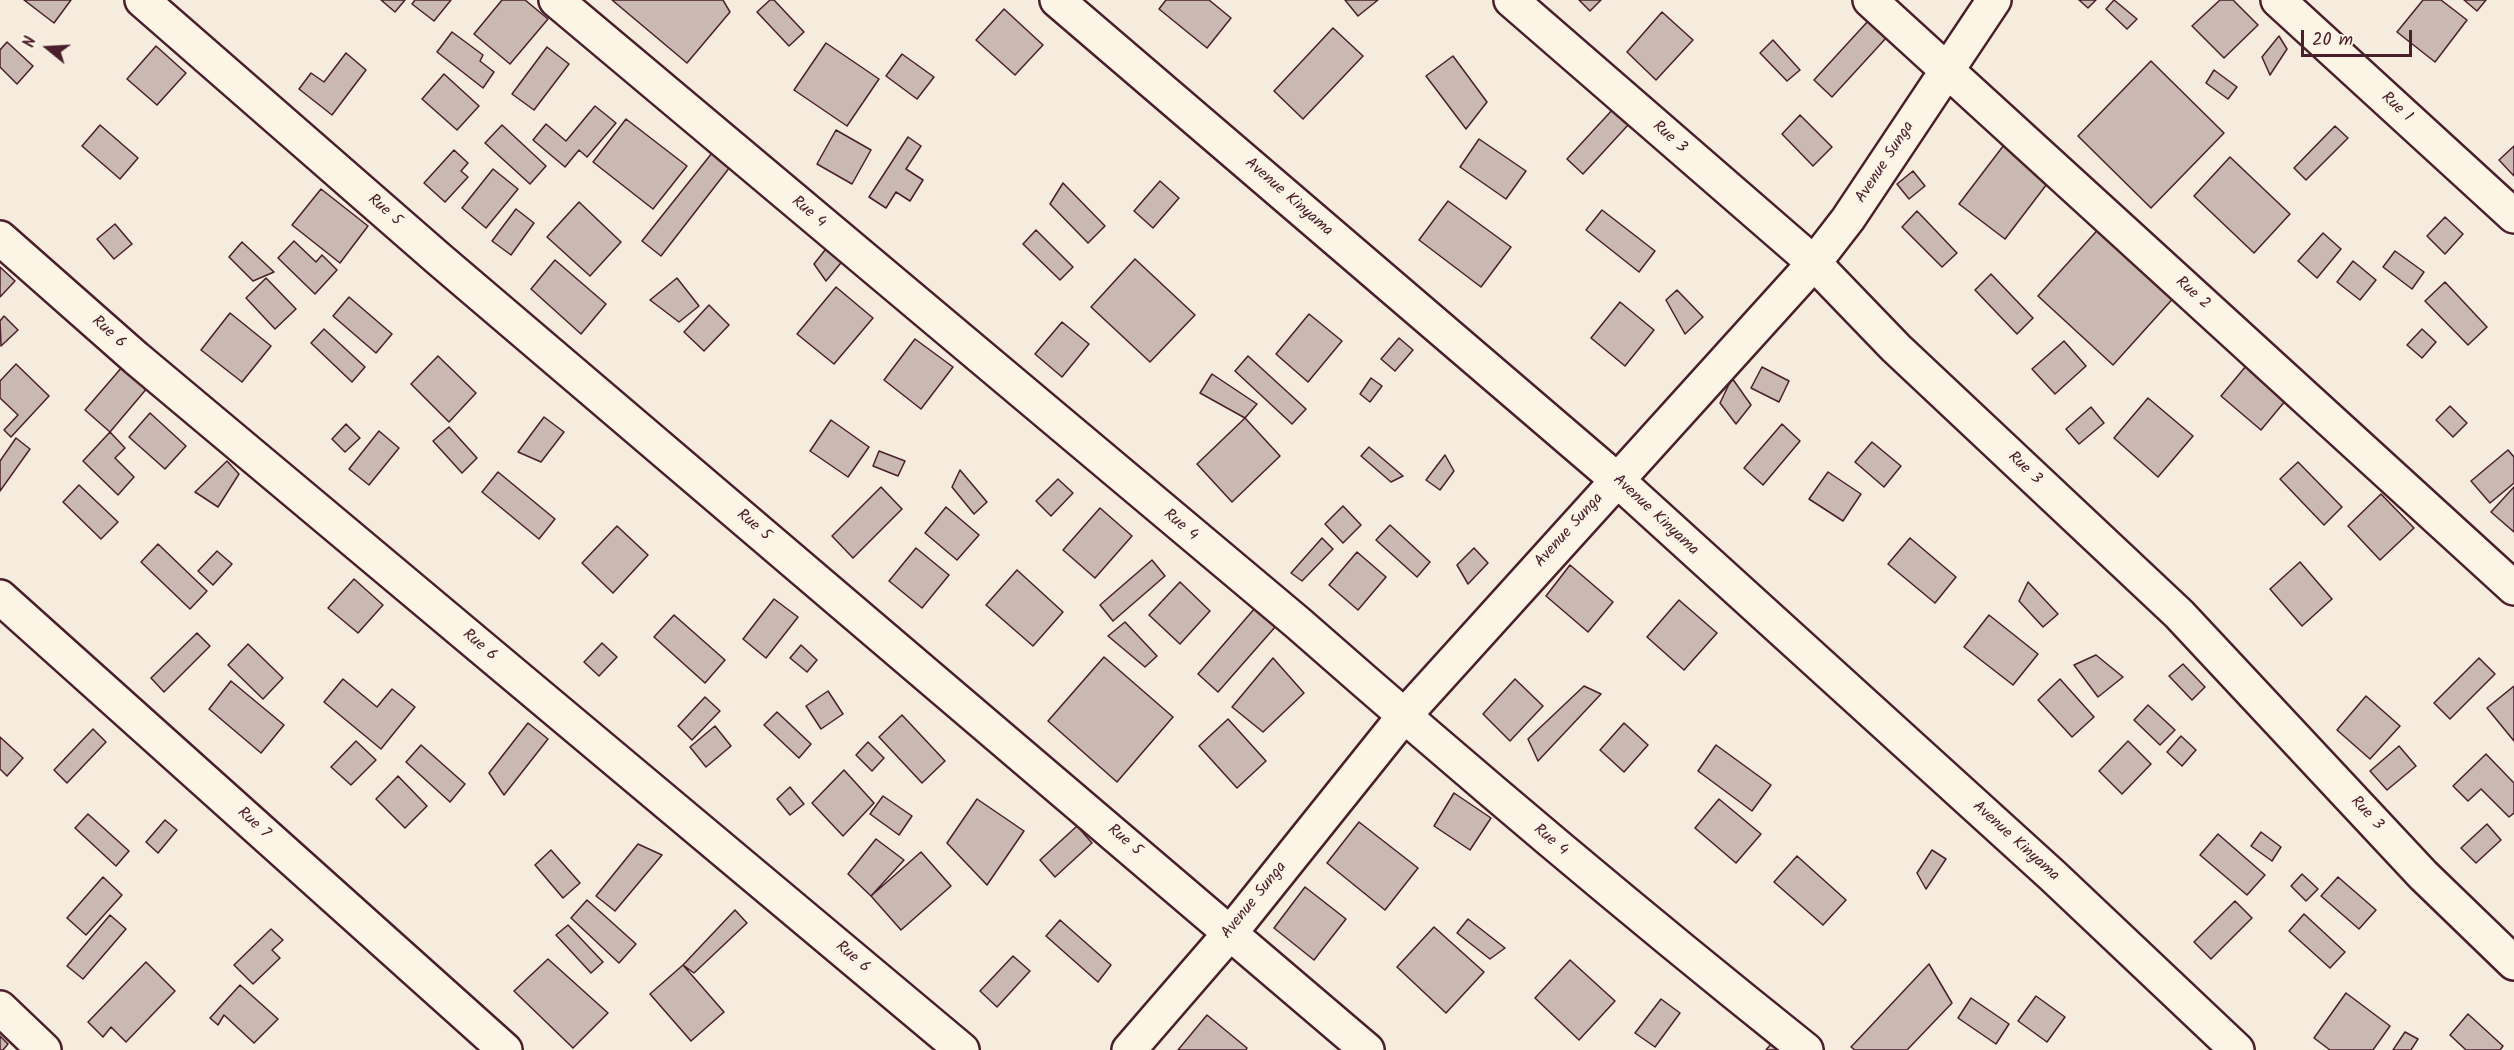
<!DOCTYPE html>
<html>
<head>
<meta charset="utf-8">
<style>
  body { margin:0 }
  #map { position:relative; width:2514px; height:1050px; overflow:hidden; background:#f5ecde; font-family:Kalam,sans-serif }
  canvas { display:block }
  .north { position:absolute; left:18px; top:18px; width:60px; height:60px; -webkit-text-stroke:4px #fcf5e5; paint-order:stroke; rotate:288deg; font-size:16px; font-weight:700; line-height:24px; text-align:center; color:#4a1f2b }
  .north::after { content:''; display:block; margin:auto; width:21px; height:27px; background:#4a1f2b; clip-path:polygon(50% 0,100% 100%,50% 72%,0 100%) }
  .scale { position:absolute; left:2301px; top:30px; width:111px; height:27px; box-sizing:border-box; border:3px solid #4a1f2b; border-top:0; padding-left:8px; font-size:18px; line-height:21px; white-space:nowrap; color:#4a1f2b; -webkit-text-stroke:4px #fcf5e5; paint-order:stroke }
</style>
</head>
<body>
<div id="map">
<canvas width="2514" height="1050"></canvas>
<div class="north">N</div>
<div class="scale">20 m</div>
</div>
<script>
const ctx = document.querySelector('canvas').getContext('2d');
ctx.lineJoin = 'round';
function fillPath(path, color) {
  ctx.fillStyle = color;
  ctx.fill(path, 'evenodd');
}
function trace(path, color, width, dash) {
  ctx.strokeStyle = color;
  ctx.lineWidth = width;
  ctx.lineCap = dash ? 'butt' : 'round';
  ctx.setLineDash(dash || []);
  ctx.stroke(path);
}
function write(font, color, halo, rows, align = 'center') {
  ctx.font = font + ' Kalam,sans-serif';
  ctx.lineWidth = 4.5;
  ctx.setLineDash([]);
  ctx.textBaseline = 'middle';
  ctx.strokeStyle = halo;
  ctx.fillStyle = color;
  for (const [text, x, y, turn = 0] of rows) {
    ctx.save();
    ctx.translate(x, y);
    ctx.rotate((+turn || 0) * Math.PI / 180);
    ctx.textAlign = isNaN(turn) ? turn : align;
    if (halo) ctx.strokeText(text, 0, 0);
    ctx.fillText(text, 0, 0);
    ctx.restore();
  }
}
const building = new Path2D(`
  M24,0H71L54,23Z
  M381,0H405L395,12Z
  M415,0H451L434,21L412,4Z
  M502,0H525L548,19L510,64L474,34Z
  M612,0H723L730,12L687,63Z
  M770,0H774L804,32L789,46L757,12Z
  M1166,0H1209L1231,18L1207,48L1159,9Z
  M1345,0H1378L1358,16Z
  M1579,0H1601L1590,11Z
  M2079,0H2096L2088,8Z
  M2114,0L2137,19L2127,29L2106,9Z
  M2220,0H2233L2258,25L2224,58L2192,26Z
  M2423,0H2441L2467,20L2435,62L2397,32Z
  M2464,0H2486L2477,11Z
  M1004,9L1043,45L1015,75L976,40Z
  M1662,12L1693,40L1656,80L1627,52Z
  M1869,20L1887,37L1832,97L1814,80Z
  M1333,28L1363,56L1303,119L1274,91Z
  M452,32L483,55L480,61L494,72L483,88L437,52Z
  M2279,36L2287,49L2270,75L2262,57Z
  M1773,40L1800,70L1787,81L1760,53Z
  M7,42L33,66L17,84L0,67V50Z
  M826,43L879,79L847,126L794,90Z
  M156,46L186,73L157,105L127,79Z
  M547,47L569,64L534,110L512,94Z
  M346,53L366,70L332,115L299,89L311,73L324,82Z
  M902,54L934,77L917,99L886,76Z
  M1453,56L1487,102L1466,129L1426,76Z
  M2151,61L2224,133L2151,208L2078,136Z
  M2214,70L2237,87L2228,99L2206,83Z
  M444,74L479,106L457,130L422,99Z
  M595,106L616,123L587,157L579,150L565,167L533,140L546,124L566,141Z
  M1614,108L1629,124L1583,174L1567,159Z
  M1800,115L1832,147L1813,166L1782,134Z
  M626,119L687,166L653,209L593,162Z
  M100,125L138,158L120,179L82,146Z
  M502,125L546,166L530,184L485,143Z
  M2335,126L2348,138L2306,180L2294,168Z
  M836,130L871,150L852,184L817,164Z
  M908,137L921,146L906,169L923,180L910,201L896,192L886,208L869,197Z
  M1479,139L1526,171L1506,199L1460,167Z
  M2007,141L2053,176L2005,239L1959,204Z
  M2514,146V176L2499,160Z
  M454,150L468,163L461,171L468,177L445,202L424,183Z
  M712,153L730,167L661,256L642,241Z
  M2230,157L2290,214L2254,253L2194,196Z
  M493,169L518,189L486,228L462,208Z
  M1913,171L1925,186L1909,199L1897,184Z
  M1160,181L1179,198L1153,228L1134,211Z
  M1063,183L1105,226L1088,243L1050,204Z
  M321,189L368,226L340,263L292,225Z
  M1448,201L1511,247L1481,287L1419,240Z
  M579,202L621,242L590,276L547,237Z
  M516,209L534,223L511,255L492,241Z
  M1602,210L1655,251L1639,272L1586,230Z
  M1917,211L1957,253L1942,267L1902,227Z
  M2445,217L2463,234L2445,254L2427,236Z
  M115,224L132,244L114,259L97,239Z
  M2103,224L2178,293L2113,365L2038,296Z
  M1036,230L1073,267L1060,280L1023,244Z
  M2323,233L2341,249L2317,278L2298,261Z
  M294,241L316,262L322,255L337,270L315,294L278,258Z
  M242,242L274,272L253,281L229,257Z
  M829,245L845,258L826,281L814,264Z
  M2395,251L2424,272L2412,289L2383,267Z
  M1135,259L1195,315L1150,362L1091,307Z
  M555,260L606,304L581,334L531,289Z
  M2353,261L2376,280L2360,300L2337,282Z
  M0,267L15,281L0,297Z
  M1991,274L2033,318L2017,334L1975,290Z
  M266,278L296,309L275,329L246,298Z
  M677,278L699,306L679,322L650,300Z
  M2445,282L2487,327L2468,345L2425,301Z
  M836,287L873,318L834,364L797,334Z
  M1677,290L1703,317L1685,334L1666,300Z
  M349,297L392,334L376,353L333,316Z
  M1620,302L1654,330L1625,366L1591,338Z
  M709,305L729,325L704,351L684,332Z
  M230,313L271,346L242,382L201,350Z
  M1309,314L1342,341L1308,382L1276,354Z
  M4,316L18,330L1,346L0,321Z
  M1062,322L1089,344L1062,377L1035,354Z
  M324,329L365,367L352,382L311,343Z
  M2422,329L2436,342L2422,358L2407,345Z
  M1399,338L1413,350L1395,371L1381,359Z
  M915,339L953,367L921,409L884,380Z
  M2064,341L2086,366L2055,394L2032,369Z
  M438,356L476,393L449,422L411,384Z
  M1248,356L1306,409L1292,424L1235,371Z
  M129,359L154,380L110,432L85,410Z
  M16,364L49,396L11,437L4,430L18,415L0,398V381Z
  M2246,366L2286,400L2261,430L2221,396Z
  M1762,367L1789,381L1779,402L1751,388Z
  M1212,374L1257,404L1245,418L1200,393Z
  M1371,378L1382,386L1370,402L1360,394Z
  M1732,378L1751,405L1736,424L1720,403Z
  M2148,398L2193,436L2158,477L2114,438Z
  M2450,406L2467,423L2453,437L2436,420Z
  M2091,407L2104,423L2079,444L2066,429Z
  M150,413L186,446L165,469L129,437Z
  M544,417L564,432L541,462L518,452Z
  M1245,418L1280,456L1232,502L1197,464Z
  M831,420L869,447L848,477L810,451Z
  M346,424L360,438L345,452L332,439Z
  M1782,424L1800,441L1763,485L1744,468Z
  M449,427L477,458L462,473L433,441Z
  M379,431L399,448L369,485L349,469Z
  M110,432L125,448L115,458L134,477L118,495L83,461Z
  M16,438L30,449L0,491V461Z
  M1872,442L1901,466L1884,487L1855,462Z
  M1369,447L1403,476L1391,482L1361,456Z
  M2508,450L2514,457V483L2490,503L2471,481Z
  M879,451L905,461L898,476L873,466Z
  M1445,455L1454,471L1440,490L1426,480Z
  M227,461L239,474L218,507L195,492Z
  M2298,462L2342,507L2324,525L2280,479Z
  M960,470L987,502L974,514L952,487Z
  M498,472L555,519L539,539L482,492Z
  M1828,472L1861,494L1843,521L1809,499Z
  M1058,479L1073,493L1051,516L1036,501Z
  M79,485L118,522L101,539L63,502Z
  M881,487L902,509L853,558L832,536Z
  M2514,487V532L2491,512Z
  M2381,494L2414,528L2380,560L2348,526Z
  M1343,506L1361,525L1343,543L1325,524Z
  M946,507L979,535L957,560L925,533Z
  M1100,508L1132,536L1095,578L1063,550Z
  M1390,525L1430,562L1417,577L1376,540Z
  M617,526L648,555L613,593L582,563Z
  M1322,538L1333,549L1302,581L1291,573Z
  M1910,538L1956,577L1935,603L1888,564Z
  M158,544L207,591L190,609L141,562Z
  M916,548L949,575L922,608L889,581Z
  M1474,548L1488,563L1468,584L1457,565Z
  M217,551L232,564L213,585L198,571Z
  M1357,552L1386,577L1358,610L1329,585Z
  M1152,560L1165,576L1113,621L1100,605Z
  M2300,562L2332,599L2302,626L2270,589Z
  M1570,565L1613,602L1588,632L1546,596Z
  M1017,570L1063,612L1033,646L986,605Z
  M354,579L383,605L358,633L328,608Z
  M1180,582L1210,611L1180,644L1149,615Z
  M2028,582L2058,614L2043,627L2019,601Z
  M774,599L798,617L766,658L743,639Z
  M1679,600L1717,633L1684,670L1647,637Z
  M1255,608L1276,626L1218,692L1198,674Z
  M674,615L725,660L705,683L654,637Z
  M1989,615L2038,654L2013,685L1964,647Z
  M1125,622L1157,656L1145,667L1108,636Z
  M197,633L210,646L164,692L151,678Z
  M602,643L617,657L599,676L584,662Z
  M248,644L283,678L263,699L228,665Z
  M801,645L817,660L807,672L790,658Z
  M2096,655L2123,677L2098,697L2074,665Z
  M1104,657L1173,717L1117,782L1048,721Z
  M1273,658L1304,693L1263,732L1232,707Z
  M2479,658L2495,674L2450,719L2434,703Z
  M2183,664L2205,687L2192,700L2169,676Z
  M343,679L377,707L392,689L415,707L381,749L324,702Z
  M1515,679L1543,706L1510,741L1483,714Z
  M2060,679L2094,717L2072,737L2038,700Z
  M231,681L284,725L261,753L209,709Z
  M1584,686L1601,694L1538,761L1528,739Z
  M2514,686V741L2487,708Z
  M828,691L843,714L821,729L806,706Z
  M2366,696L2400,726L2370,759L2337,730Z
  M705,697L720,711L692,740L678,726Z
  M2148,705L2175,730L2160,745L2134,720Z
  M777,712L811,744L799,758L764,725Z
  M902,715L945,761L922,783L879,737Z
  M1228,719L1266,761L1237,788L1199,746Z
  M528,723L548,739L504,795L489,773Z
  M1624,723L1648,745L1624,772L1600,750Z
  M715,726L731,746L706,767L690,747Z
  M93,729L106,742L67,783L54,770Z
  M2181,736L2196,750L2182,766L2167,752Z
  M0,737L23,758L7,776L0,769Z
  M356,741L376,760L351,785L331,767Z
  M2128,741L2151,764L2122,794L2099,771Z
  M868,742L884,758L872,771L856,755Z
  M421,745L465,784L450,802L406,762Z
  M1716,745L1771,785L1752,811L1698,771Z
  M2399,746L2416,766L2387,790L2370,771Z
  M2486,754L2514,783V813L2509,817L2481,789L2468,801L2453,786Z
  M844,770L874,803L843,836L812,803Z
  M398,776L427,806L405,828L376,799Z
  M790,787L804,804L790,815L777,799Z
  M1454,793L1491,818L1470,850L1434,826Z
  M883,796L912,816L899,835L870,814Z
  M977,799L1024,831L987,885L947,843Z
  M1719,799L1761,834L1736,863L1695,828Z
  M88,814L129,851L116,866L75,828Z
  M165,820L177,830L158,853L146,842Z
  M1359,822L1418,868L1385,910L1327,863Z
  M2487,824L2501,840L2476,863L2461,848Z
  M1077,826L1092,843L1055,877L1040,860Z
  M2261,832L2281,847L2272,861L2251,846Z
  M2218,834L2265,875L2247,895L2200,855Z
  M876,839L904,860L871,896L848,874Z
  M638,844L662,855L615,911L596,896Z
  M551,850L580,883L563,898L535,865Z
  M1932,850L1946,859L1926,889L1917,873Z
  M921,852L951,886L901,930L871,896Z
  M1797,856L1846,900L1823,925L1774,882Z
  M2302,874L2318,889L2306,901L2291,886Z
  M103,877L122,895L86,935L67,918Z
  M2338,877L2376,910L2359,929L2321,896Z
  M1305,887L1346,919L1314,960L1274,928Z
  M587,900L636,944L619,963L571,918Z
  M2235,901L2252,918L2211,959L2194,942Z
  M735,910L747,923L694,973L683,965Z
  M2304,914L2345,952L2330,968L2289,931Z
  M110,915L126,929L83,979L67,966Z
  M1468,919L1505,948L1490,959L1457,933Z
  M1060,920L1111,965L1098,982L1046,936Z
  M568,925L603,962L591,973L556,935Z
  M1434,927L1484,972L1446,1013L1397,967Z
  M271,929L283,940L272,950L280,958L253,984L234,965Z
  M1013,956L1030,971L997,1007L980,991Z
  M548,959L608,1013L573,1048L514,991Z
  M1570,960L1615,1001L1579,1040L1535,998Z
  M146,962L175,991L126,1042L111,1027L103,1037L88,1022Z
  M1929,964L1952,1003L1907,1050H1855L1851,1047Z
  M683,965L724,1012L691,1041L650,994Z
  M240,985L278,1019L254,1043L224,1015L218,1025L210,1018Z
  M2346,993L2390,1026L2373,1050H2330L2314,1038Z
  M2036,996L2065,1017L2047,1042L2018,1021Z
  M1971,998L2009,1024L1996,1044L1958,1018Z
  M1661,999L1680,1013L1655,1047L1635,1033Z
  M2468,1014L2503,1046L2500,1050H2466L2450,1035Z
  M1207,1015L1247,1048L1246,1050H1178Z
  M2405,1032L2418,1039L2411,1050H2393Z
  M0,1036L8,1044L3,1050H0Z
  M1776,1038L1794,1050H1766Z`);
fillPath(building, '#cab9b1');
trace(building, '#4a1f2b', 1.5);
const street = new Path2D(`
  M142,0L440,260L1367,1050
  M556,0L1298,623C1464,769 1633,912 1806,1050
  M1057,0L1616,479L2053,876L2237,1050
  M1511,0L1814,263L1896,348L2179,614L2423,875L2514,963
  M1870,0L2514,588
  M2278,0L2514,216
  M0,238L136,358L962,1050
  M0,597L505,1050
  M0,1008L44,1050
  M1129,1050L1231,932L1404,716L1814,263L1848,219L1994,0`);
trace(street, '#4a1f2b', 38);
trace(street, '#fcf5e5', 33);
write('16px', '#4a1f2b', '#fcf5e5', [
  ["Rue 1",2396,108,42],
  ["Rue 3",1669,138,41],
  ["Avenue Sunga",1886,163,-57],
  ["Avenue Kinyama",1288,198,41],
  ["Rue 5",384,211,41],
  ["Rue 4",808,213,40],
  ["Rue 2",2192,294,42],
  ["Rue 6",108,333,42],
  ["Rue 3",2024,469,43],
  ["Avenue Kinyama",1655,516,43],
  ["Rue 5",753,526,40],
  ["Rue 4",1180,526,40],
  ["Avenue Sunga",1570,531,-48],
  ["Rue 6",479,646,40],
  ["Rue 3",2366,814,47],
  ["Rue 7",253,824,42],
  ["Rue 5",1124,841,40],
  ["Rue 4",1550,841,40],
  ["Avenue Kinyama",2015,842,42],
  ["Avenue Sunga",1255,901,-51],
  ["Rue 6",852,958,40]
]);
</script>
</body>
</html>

__TASK DIRECTIONS__:
Wherever the word "function" appears in a line of the data above, copy that line.

__OUTPUT__:
function fillPath(path, color) {
function trace(path, color, width, dash) {
function write(font, color, halo, rows, align = 'center') {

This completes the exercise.